When you’re buying your first home, it’s hard to imagine anything going wrong. But the odds are that you’re in for an unpleasant experience at some point. What does home insurance cover—and not cover? Here’s what you can expect with a standard policy.
What a Standard Policy Covers
The basic policy is called an HO-3. These are the specified situations covered:
Damage To the Home
Your policy will pay to repair or rebuild your home if it is damaged or destroyed by:
- Fire and smoke
- Vandalism and malicious mischief
- Damage from cars, vehicles, and aircrafts
- Weight of ice, snow, or sleet
- Falling objects
Stolen or Destroyed Belongings
Even if your possessions aren’t in the home, like when you’re traveling, your insurance can reimburse you for their loss. However, insurance companies have dollar limits that may not cover the entire cost. Many homeowners purchase a personal property endorsement or floater to bridge the gap. The items covered include:
- Sports equipment
What a Standard Policy Doesn’t Cover
Earthquakes and related movements like sinkholes and land tremors aren’t included in standard policies, but in most states, you can buy coverage for an additional fee.
You can buy this coverage through the National Flood Insurance Program, but it doesn’t come standard with homeowners policies. If you want coverage for the following situations, you’ll need a separate policy:
- Sump pump failure
- Sewer system overflow
- Drain backups
Most insurance companies don’t cover asbestos or asbestos-contaminated vermiculite, which are classified as pollutants. If you have a home that was built before 1980, you should make sure it’s all clear, especially before any renovations.

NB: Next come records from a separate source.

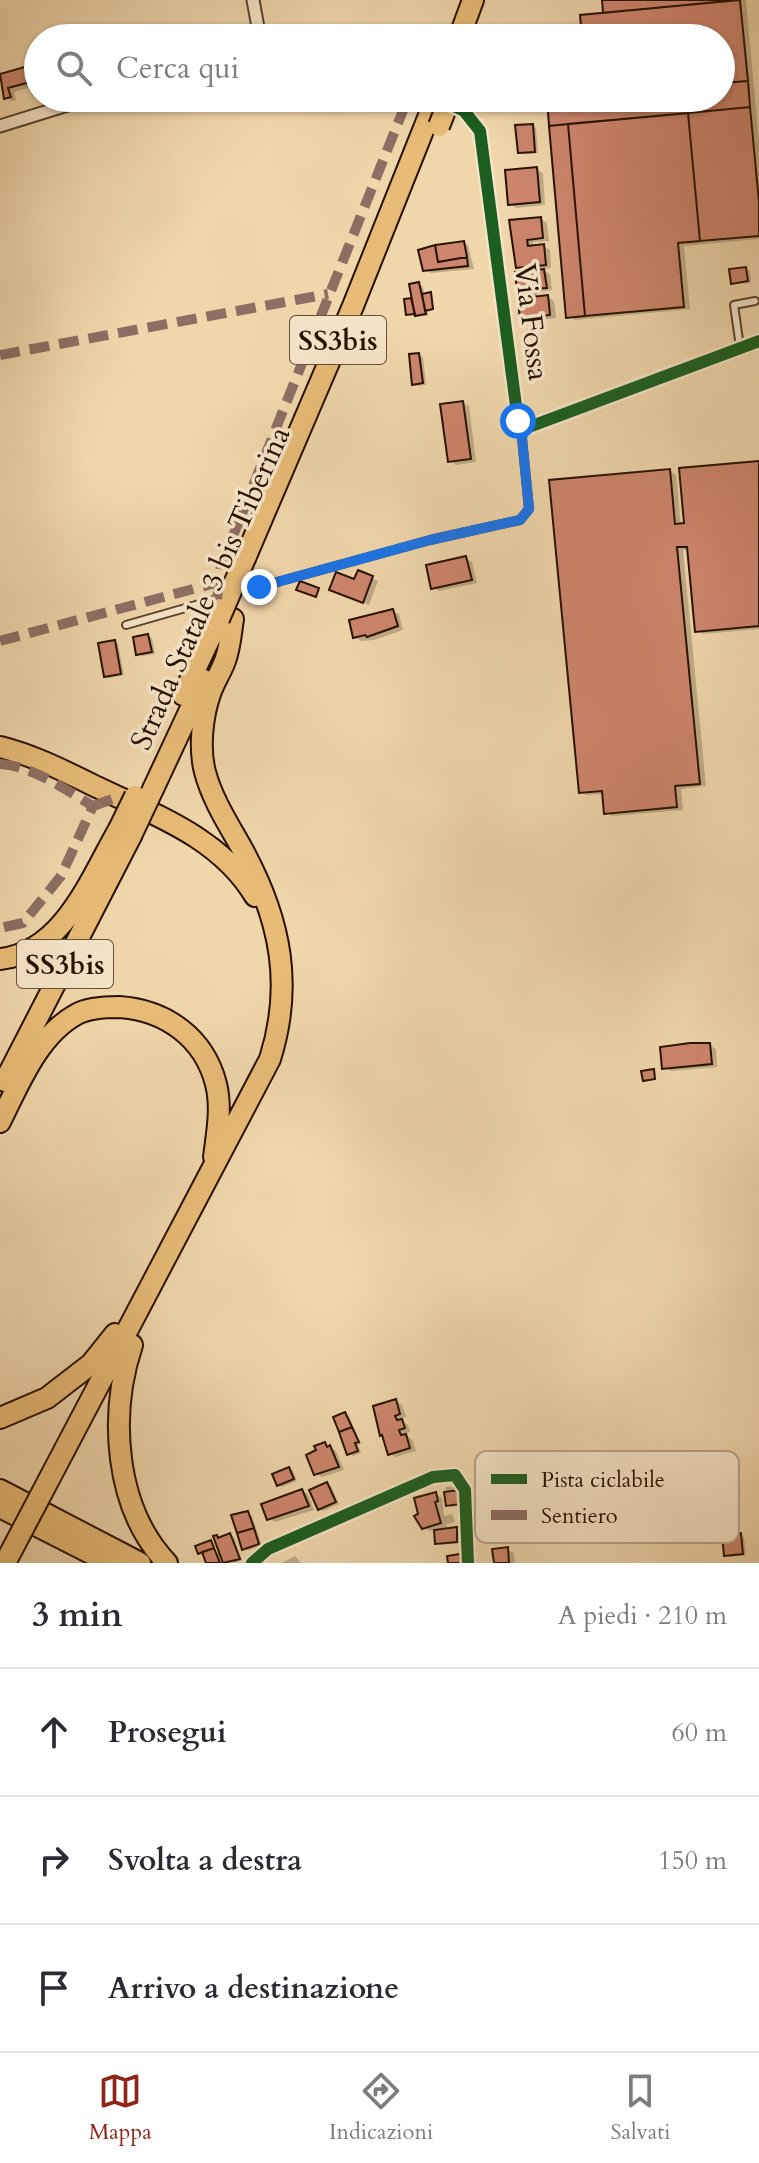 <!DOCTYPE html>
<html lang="it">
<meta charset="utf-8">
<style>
body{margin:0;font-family:Cardo,serif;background:#f7f7f7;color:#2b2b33}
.stop{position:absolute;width:24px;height:24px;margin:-18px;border:6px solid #1a73e8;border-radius:50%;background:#fff}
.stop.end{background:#1a73e8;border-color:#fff;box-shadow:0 2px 8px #0008}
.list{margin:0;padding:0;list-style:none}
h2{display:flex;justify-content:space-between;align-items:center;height:104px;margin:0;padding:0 32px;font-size:34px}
h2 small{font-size:26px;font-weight:400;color:#7c7c81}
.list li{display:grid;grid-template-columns:52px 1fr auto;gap:24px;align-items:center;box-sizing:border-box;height:128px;padding:0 32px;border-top:2px solid #e1e1e2}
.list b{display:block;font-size:30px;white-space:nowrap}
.list em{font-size:26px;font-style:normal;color:#7c7c81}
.icon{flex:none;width:44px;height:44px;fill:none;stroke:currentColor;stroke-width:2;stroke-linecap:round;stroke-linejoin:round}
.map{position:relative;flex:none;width:759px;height:1563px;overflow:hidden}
.search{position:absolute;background:#fff;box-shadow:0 2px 6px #0004;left:24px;right:24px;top:24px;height:88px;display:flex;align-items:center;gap:20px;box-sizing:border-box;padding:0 28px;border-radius:44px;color:#7c7c81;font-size:30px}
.sheet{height:488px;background:#fff}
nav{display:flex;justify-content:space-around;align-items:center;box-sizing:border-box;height:112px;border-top:2px solid #e1e1e2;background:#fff;font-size:22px;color:#7c7c81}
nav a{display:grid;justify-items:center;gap:4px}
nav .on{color:#8f2418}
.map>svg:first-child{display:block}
</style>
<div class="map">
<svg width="759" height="1563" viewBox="0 0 759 1563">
<rect width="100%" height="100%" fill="#f0d6ab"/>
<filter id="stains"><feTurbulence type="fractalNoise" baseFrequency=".0025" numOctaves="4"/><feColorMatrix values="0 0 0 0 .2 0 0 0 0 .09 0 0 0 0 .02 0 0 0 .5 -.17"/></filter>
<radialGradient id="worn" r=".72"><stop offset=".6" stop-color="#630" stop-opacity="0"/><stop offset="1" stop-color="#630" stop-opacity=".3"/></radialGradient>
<!-- shadow -->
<path fill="#0003" d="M604,0H746L759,143V239L684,246L690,309L575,320L568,316L549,98H721V38H584L605,15Z
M35,67L38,69V85L14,92L16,100L13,101L6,98L0,76Z
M532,126L536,128L538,153L523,154L520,152Z
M536,169L543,173L545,205L516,208L510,204Z
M541,219L547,223L549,241L533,242V247L543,246L550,250L551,268L541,269L550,274L552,290L537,292L538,298L547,297L554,301L556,318L528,321L522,317L527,273L518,267L512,222Z
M464,243L468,245L474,269L431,273L425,270Z
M746,269L750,271L751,283L737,284L733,282Z
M419,284L423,287L425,296L431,295L434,309L427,310L428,316L417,315L406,301L414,299Z
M419,355L423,357L426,385L418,386L414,383Z
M462,403L469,406L476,462L456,465L450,461Z
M759,463V629L703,634L697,631L689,550H683L706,786L681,789L683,810L612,816L606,813L604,794L587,795L581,792L670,471L676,475L681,526Z
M466,558L472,562L477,583L439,591L433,587Z
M372,578L378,581L369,605L338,593L355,582Z
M393,611L399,614L403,630L374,640L361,641L355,637Z
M148,636L152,638L155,654L142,656L138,654Z
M115,642L118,644L124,675L109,678L106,676Z
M709,1045L716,1049L717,1067L671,1071L664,1067Z
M396,1401L402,1405L406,1417L399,1419L408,1425L410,1432L403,1434L412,1439L416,1451L396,1457L390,1454Z
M345,1414L349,1417L361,1444L358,1445L361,1453L353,1456L349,1453Z
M324,1444L336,1451L344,1470L322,1477L316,1473Z
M289,1469L293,1471L297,1481L282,1487L278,1484Z
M327,1484L331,1486L339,1504L323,1511L319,1509Z
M458,1486L464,1505L451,1507L448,1505L445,1487Z
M302,1491L308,1494L314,1510L275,1522L269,1518Z
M436,1494L442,1498L444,1516L452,1514L455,1522L446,1524L447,1527L438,1529V1531L457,1530L461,1532L460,1543L441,1545L437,1543L436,1529L430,1531L423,1527Z
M248,1513L252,1516L262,1546L248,1550L244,1548Z
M230,1535L234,1537L242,1560L235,1563L221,1560L222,1563H208L204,1552L199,1553L211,1543L215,1551L222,1555Z
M740,1535L744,1537L746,1555L730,1557L726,1555Z
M507,1550L514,1553L515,1563H495Z
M295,1556L301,1563H283V1562Z"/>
<!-- building -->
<path fill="#cd856d" stroke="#261001" stroke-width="2" d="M602,0H737L603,13Z
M740,0L748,81L721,83V38H582L580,15Z
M35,64L38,80L8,88L11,97L4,99L0,74Z
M748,81L750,107L688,113L687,98H721V83Z
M547,98H687L688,113L549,126Z
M750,107L759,202V236L700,241L688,113Z
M688,113L700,241L678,243L684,307L585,316L568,124Z
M533,124L535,152L518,153L515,125Z
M568,124L585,316L566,318L549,126Z
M537,167L540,202L508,205L505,170Z
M541,217L543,238L527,240L528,246L544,244L546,265L516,268L509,220Z
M464,241L467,257L438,262L435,245Z
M435,245L438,262L467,257L468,266L423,271L418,250Z
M746,267L748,281L731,284L729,269Z
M544,269L547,288L531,289L532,297L548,295L550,315L520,319L515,272Z
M419,282L426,314L415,316L409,284Z
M431,292L433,309L425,311L422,294Z
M411,298L415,314L406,315L404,299Z
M419,353L423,383L412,385L409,354Z
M463,401L471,459L448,462L440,404Z
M759,461V626L695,632L687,547H677L700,784L675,786L677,807L604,814L602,791L579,793L549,480L670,469L675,524L684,523L679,468Z
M466,556L472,580L431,589L426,565Z
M358,570L373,576L363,603L329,590L336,572L354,579Z
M300,581L319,588L316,597L296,590Z
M393,609L398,626L367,637L365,635L353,638L349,620Z
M148,634L152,652L136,655L133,637Z
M115,640L121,674L104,677L98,643Z
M690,1043H710L712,1064L662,1069L660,1047Z
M654,1069L655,1079L643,1081L641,1071Z
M396,1399L400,1414L395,1416L397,1420L402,1419L405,1428L399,1430L401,1435L406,1434L410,1448L388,1455L382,1435L380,1436L373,1406Z
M345,1412L352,1427L339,1432L333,1417Z
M352,1427L359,1442L355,1443L358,1451L347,1455L339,1432Z
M325,1442L327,1447L330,1445L339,1467L314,1475L306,1455L316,1450L314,1446Z
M289,1467L294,1479L277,1486L272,1474Z
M327,1482L336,1502L318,1510L309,1490Z
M302,1489L309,1506L267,1520L261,1504Z
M459,1490L461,1504L446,1506L444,1492Z
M436,1492L438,1501L435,1502L441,1523L422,1529L414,1516L418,1514L414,1498Z
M248,1511L254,1528L237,1533L231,1515Z
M457,1527V1542L435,1544L434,1530Z
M254,1528L259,1544L242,1550L237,1533Z
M230,1533L240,1559L223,1563L213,1536L217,1535L218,1538Z
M741,1533L743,1554L724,1556L722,1535Z
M211,1540L214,1548L198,1554L195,1546Z
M508,1547L509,1563H494L492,1549Z
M214,1548L220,1563H206L202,1552Z
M460,1554L461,1563H448L447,1556Z"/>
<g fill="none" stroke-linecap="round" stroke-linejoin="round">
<defs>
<path id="service" d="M740,347L734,305L755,301
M259,587L430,540L520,520L529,509L522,438L524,425
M126,625L217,599"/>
<path id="minor" d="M253,0L260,38
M444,101L464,111L480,131L518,421L529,427L759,341
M0,126L90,98
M252,1563L268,1549L433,1477L455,1475L465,1490L468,1563"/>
<path id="trunk" d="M459,38L473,0
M246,556L353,306L436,98
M183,695L219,619
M0,747C36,756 68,773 101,789C158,816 221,839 255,896
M154,787L204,680
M0,959C64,952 91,877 119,829
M5,1081L131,836
M0,1122C19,1084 38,1035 77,1014C88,1008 106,1007 119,1007C165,1010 204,1037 216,1084C222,1108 217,1133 214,1157
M132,1345C109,1414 114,1507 167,1563
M0,1418L47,1398L91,1364L115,1334
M65,1449L270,1059C293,986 281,922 245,854C231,828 213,802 205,772C199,749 202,717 210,694C214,682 221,672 225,661C230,648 231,632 233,619
M0,1490L140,1563
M0,1507L110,1563"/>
</defs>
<!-- service casing -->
<use href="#service" stroke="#58422c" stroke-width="10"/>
<!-- minor casing -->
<use href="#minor" stroke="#58422c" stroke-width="15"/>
<!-- trunk casing -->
<use href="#trunk" stroke="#261001" stroke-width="24"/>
<!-- service -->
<use href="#service" stroke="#f5e4c8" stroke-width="6"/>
<!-- minor -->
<use href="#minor" stroke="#f5e4c8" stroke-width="11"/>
<!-- trunk -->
<use href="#trunk" stroke="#e8bb76" stroke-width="20"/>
<defs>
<path id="trunk-bridge" d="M439,126L450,98
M219,619L246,556
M119,829L135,796
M131,836L154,787
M5,1563L65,1449"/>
</defs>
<!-- trunk-bridge casing -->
<use href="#trunk-bridge" stroke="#261001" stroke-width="24" stroke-linecap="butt"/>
<!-- trunk-bridge -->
<use href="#trunk-bridge" stroke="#e8bb76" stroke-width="20"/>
<!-- quiet -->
<path stroke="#8d6e63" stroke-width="10" stroke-dasharray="20 10" stroke-linecap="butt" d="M0,355L328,294
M217,599L221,566L408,98
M0,641L219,582
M0,764C33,766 66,790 93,806L61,876L23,923L0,928
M93,806L118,797"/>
<defs>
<path id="cycleway" d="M438,98L464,111L480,131L518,421L529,427L759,341
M252,1563L268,1549L433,1477L455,1475L465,1490L468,1563"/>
</defs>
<!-- cycleway casing -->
<use href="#cycleway" stroke="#f5e4c8" stroke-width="17"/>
<!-- cycleway -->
<use href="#cycleway" stroke="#1b5e20" stroke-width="12"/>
</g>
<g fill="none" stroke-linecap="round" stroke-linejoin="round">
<!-- route -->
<path stroke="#1a73e8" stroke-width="10" d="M259,587L430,540L520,520L529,509L522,438L524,425L518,421"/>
</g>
<g text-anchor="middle" stroke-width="7" stroke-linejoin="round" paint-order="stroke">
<!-- shield labels -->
<g fill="#f5e4c8" stroke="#64503d" stroke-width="2">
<rect x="290" y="316" width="96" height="48" rx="6"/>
<rect x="17" y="940" width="96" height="48" rx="6"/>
</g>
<g font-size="28" font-weight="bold" fill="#261001">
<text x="338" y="350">SS3bis</text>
<text x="65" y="974">SS3bis</text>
</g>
<!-- street labels -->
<g font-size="30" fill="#261001" stroke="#f5e4c8">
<text transform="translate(532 322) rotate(83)" y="10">Via Fossa</text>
<text transform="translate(210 588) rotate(-66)" y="10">Strada Statale 3 bis Tiberina</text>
</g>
</g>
<!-- legend -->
<rect x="475" y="1451" width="264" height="92" rx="12" fill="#f5e4c8" stroke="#b7a48c" stroke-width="2"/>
<rect x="491" y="1474" width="36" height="10" fill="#1b5e20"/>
<rect x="491" y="1510" width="36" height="10" fill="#8d6e63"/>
<g font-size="22" fill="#261001">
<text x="541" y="1487">Pista ciclabile</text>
<text x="541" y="1523">Sentiero</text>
</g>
<rect width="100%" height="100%" filter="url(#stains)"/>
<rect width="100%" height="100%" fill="url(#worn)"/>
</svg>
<div class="stop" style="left:518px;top:421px"></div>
<div class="stop end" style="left:259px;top:587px"></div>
<div class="search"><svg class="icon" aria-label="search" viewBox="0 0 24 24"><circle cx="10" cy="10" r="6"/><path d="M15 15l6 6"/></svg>Cerca qui</div>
</div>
<section class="sheet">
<h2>3 min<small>A piedi · 210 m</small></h2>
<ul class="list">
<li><svg class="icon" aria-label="ahead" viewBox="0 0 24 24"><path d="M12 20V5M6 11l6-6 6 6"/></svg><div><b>Prosegui</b></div><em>60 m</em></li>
<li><svg class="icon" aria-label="right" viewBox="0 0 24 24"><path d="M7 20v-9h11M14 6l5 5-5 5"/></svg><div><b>Svolta a destra</b></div><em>150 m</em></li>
<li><svg class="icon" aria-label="arrive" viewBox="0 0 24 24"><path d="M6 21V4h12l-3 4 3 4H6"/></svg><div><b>Arrivo a destinazione</b></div></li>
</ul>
</section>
<nav>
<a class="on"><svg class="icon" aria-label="map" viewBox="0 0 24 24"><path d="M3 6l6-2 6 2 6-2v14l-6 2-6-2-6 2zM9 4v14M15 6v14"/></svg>Mappa</a>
<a><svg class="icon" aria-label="directions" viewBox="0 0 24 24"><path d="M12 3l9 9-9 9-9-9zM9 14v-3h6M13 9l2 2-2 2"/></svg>Indicazioni</a>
<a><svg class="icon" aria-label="saved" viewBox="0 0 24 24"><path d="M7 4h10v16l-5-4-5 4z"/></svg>Salvati</a>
</nav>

The standard HO-3 won’t be any help when it comes to these hazards:
- Termite and insect damage
- Bird and rodent damage
- General wear and tear
- Smoke from agricultural and industrial operations
- Spoiled food from power outages
- Nuclear hazards
- Effects of war
The tricky part isn’t knowing what home insurance covers—it’s what insurance doesn’t cover. It’s impossible to prepare for all eventualities, but you can do your best by surveying the house’s location and condition before you sign a policy.